ASSIGNED TASK: Nothing but the lines from the start of the entries below through the line containing "position:relative; width:823px; height:1790px;" should appear in the answer, copied exactly and free of pictures.

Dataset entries
◆ ◆ ◆ ◆ ◆

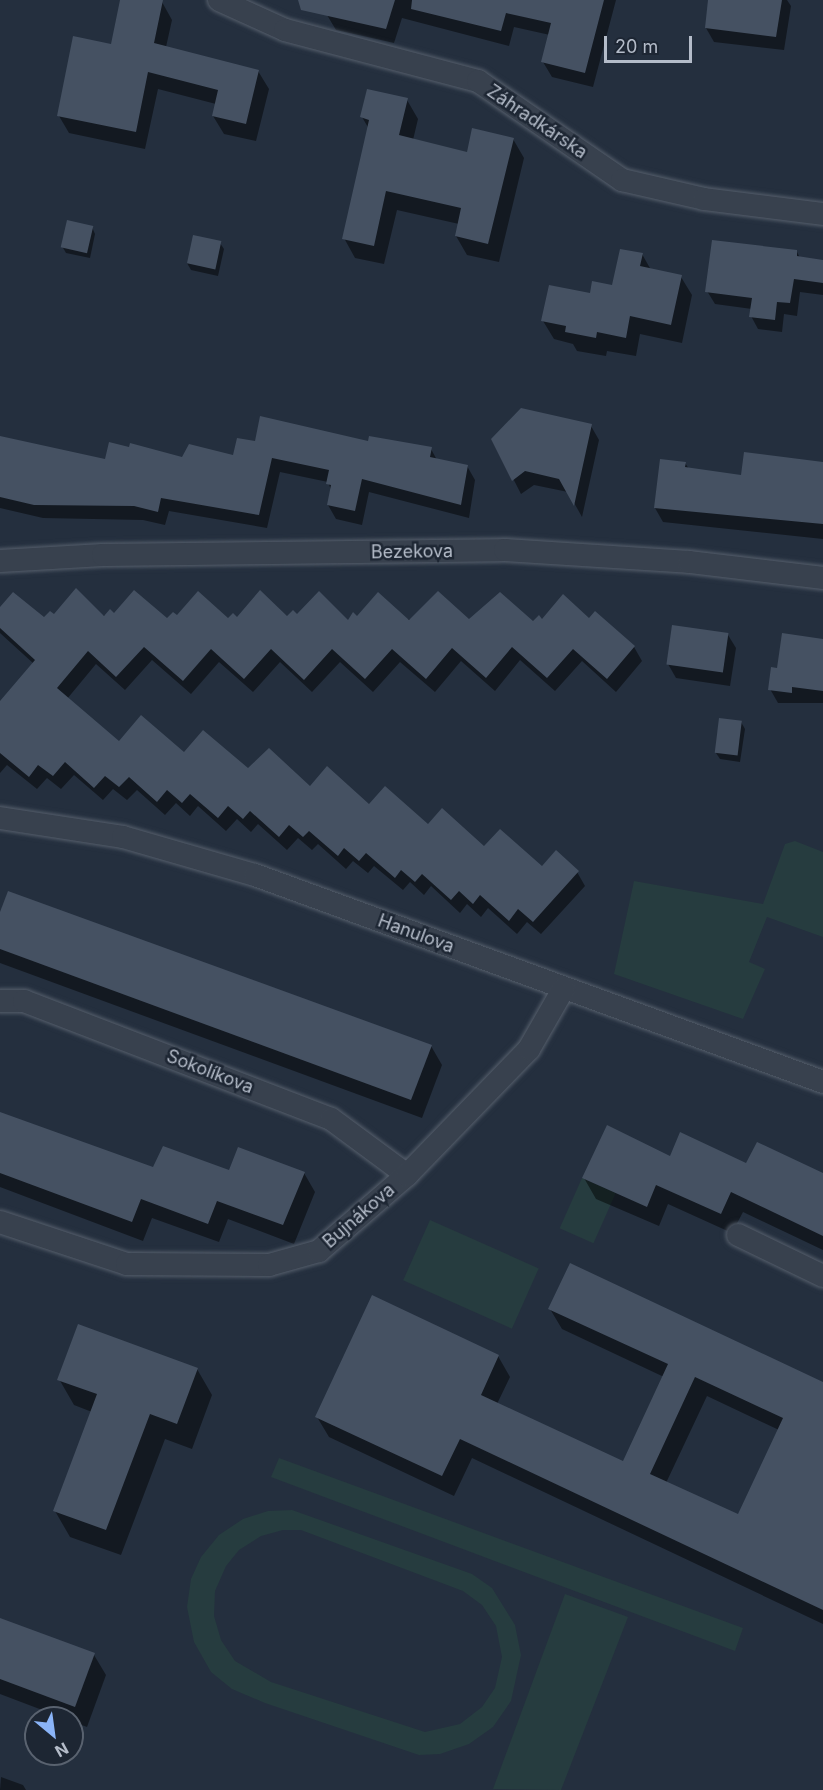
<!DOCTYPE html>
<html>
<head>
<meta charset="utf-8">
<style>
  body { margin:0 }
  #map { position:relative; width:823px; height:1790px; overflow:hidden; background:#242f3e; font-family:Inter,sans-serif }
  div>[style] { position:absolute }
  .green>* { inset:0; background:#263c3f; transform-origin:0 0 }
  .shadow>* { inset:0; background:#0007 }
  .building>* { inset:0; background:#455162; transform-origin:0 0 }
  .roads { filter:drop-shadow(0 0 2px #565f6c) drop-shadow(0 0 2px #565f6c) }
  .street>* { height:22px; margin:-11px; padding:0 11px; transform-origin:11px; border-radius:11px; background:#38414e }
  span { translate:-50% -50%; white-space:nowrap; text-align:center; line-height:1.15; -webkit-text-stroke:5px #1d2633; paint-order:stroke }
  .street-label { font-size:18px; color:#b4bcc9 }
  .north { position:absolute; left:24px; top:1706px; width:60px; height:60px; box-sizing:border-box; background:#1d2633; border:2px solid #59626f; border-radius:50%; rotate:151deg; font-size:16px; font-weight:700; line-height:24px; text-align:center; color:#b4bcc9 }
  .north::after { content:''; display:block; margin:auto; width:21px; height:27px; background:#8ab4f8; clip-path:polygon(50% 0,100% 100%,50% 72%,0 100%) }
  .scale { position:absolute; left:604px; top:36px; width:88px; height:27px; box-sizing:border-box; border:3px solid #b4bcc9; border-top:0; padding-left:8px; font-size:18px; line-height:21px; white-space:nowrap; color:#b4bcc9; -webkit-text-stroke:4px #1d2633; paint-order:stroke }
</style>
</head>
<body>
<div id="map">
  <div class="green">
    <i style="clip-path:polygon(795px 841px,823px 852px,823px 937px,767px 917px,749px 962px,765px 969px,743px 1019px,614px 974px,634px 881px,763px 904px,785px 844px)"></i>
    <i style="left:582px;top:1178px;width:37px;height:55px;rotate:24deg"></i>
    <i style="left:430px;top:1220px;width:119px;height:66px;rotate:24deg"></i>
    <i style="clip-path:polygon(279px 1458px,743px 1628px,735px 1651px,271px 1477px)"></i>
    <i style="clip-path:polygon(evenodd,292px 1510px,472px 1574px,492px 1588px,515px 1625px,521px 1655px,511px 1701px,493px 1727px,469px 1744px,440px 1754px,419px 1755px,265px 1703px,232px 1689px,211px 1672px,194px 1642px,187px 1607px,191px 1579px,201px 1557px,219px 1535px,243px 1519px,268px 1511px,292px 1510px,283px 1530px,301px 1530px,463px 1591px,482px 1605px,496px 1626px,502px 1657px,495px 1688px,482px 1707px,460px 1724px,425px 1732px,271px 1682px,235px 1661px,221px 1640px,214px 1616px,215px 1591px,226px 1566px,239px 1550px,261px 1536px,283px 1530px)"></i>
    <i style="clip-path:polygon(565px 1594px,628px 1617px,561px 1790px,493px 1789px)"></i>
  </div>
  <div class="shadow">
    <i style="clip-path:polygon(122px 0,162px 2px,172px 20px,166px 47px,258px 71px,269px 89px,256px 141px,224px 134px,213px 116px,216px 104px,158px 89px,145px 149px,69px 133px,59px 116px,113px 46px)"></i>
    <i style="clip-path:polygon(332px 0,616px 0,593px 87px,552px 77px,543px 62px,550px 35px,514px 27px,509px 46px,402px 18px,394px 43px,336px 30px,327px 15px)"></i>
    <i style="clip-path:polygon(710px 0,787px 0,791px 6px,784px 50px,714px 42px,706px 28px)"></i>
    <i style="clip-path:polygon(407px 100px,418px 119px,413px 140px,468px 153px,513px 139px,524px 158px,499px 262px,467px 255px,456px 236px,459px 224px,397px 210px,384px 264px,355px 258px,344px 238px,369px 129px,362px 117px)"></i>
    <i style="clip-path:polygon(92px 227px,95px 234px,90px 258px,66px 253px,62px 246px)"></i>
    <i style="clip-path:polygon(220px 243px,224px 249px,218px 276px,191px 270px,187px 263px)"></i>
    <i style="clip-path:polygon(797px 252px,800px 258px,823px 261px,823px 295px,800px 292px,797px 316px,784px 314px,782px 332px,758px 329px,751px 316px,752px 309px,715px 304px,707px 291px)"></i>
    <i style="clip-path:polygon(642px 254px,651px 270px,681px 277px,692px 295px,682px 343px,640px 334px,636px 356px,607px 351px,606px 356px,577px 351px,573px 344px,554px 339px,543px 321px,613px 287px)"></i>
    <i style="clip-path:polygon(591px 426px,599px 440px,582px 517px,568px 492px,534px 485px,521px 494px,493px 439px)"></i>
    <i style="clip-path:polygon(0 437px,106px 461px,234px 457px,256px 443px,369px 443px,431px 449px,437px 460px,467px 466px,475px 480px,469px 518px,369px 492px,362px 525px,336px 519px,328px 505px,331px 490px,328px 482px,280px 472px,267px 528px,169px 511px,165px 525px,143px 520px,43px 518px,0 508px)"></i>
    <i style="clip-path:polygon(685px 463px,689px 469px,743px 477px,823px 463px,823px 539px,663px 522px,655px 508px)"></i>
    <i style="clip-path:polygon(0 610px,45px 619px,114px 615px,167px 620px,297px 616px,348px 622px,357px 618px,533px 623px,590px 620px,595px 613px,634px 647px,642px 661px,616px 692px,582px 661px,555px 691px,520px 660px,495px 691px,461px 661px,435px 692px,400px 662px,373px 692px,340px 662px,312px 692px,280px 662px,253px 692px,219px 662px,191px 694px,152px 660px,125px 690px,96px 664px,67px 699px,120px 743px,185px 754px,310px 788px,428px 826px,542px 868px,577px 872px,585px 886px,541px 934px,527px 922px,517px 934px,488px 908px,481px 917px,467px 904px,460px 913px,431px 886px,424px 895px,410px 882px,403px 890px,374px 866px,368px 873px,353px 861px,346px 869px,318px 844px,312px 850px,298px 838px,287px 850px,258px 824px,251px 832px,237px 819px,226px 831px,198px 806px,190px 816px,176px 803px,165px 815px,137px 790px,127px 800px,113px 789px,103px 800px,74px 775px,61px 789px,47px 778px,37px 789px,7px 765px,0 773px,0 704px,34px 664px,0 633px)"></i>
    <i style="clip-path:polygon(728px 635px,736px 648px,730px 686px,676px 678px,668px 664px)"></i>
    <i style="clip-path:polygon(823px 641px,823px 703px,778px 703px,770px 689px,779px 670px)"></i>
    <i style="clip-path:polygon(741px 722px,745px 729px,740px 762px,720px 759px,716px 753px)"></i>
    <i style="clip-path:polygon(0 916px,431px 1046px,442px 1065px,422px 1118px,0 963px)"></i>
    <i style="clip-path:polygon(0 1113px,154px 1169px,304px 1173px,315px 1192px,294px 1244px,228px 1219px,219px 1242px,152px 1218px,143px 1241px,0 1187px)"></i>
    <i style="clip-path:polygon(746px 1165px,823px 1174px,823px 1250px,743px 1212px,732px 1233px,668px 1204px,659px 1226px,596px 1199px,584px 1178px)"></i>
    <i style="clip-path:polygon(evenodd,550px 1309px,823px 1384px,823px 1624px,472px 1458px,454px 1496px,329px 1437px,317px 1417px,498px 1356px,510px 1377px,497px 1404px,624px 1463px,664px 1377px,562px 1329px,550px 1309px,707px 1396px,779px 1430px,738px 1516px,666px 1483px,707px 1396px)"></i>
    <i style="clip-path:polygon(197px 1369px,212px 1395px,192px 1449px,165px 1439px,121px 1555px,70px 1537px,55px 1511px,92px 1412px,74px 1405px,59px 1379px)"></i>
    <i style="clip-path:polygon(0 1619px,94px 1655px,106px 1675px,87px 1727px,0 1694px)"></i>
    <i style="clip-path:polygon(1px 1777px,23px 1785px,26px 1790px,0 1790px)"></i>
  </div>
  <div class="building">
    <i style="clip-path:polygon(120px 0,163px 0,154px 43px,259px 70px,246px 124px,212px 116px,218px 90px,148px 72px,136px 132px,57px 116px,73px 36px,111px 44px)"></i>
    <i style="clip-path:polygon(298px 0,395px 0,386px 29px,301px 10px)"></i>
    <i style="clip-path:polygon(412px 0,604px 0,585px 73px,541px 62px,551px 23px,506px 13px,501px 31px,411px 9px)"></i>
    <i style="clip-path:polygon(708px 0,782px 0,776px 37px,705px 28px)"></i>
    <i style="clip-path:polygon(367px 89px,408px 98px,399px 135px,467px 152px,472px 128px,514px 138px,488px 244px,455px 236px,461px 208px,386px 191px,374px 246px,342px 239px,369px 120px,360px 117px)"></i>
    <i style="left:67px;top:220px;width:27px;height:28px;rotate:13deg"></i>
    <i style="left:193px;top:235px;width:29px;height:29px;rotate:12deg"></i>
    <i style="clip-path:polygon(712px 240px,797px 250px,797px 256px,823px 260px,823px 283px,794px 279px,790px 303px,777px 302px,775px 320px,749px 317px,752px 298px,705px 292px)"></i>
    <i style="clip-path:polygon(620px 249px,643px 253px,640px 266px,682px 275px,671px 325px,630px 316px,626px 338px,597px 332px,596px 338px,565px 332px,566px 326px,541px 321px,549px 285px,590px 293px,592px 281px,612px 285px)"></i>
    <i style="clip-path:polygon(521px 408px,592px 424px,574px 506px,559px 479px,525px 471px,512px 481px,491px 439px)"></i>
    <i style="clip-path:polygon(260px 416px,368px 441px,369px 436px,432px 447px,430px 457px,468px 465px,461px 505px,362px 479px,355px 511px,327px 505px,331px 485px,326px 484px,329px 470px,272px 458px,259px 515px,161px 498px,158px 512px,134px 506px,34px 505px,0 497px,0 436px,105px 459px,109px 442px,129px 447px,130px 443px,182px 457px,189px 444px,233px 455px,237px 438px,255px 441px)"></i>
    <i style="clip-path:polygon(744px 452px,823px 462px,823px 524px,654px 508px,660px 459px,686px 462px,685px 467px,741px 475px)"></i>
    <i style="clip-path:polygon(76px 588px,104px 616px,110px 609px,114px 613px,134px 590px,167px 618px,173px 612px,177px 615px,198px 591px,228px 618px,233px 613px,237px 617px,260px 590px,287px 616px,293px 610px,297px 614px,319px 591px,348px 620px,353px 612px,357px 616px,378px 592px,409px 620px,438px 591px,469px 619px,500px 592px,533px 621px,539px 615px,542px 619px,563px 594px,589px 618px,595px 611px,635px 646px,607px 679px,573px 649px,547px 678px,512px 647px,486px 678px,452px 648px,426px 679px,392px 649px,365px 679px,332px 649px,304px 680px,271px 649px,244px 679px,211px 649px,183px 681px,144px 647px,116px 677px,88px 651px,57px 688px,119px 741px,141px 715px,184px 752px,203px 730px,248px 768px,269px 748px,310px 786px,327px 766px,369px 804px,385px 786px,428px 824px,442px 808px,484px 846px,500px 829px,542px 866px,556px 850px,579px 871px,533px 922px,518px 909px,509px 921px,480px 895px,473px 904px,459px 891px,451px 900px,422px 874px,415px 882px,401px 870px,395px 878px,366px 853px,359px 861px,344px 848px,338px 856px,309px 831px,303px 837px,289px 825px,279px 837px,250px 811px,243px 819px,228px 806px,218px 818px,190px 794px,182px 803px,167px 790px,157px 802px,129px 777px,119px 787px,105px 776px,94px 788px,65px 762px,53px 776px,38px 765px,29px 777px,0 753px,0 701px,35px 660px,0 628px,0 607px,13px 592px,44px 617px,50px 611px,54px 614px)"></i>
    <i style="left:672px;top:625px;width:57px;height:40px;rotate:8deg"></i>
    <i style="clip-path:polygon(782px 633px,823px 639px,823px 691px,792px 687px,792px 693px,768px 690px,771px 667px,777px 668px)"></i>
    <i style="left:719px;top:718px;width:23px;height:35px;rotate:7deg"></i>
    <i style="clip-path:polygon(8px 891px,432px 1045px,411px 1100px,0 949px,0 912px)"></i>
    <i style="clip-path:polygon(0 1112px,153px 1167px,163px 1146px,229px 1170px,238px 1147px,305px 1172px,283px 1225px,217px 1201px,208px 1224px,141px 1199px,132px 1222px,0 1173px)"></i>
    <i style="clip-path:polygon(607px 1125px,670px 1156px,680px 1132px,746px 1163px,757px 1142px,823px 1173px,823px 1236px,731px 1192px,721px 1214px,656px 1185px,647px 1207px,582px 1178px)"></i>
    <i style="clip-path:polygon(evenodd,570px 1263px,823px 1382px,823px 1610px,460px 1439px,442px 1476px,315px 1417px,372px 1295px,499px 1355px,481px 1395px,623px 1461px,668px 1364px,548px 1309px,570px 1263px,695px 1377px,783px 1418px,738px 1514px,650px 1474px,695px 1377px)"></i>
    <i style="clip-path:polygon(78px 1324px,198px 1368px,177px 1424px,150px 1414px,106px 1530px,53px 1511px,97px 1394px,57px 1380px)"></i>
    <i style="clip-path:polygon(0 1618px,95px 1653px,75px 1707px,0 1679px)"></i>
  </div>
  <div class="roads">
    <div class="street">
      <i style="left:219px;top:0;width:72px;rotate:24.4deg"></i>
      <i style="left:285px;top:30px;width:200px;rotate:14.8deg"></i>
      <i style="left:478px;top:81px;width:175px;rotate:34.5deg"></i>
      <i style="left:622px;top:180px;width:84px;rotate:13deg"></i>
      <i style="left:704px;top:199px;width:120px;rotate:7.2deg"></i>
      <i style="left:0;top:561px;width:103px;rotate:-3.3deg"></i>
      <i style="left:103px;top:555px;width:402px;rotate:-0.7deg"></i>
      <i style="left:505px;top:550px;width:184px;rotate:3.7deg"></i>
      <i style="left:689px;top:562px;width:135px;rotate:6.8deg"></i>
      <i style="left:0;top:818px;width:124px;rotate:8.8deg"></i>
      <i style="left:123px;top:837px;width:137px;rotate:16.1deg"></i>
      <i style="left:255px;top:875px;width:605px;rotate:20.02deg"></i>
      <i style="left:0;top:1001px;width:24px"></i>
      <i style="left:24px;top:1001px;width:329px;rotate:21deg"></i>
      <i style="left:331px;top:1119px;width:94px;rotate:36.4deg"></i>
      <i style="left:0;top:1222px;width:134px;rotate:18.3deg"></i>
      <i style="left:127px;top:1264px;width:142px;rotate:0.4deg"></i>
      <i style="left:269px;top:1265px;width:52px;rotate:-15.6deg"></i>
      <i style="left:319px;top:1251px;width:116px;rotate:-40.8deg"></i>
      <i style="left:407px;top:1175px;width:175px;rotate:-45.9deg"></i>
      <i style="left:529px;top:1049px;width:70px;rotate:-60.2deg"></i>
      <i style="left:738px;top:1235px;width:94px;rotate:25.8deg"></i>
    </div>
  </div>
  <div class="street-label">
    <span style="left:537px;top:122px;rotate:34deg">Záhradkárska</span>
    <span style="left:412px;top:552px;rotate:-1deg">Bezekova</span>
    <span style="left:416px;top:934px;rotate:20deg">Hanulova</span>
    <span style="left:210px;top:1072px;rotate:21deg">Sokolíkova</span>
    <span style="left:359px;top:1216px;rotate:-41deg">Bujnákova</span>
  </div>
  <div class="north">N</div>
  <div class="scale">20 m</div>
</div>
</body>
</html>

◆ ◆ ◆ ◆ ◆

OUTPUT FOR THIS EXERCISE:
<!DOCTYPE html>
<html>
<head>
<meta charset="utf-8">
<style>
  body { margin:0 }
  #map { position:relative; width:823px; height:1790px; overflow:hidden; background:#242f3e; font-family:Inter,sans-serif }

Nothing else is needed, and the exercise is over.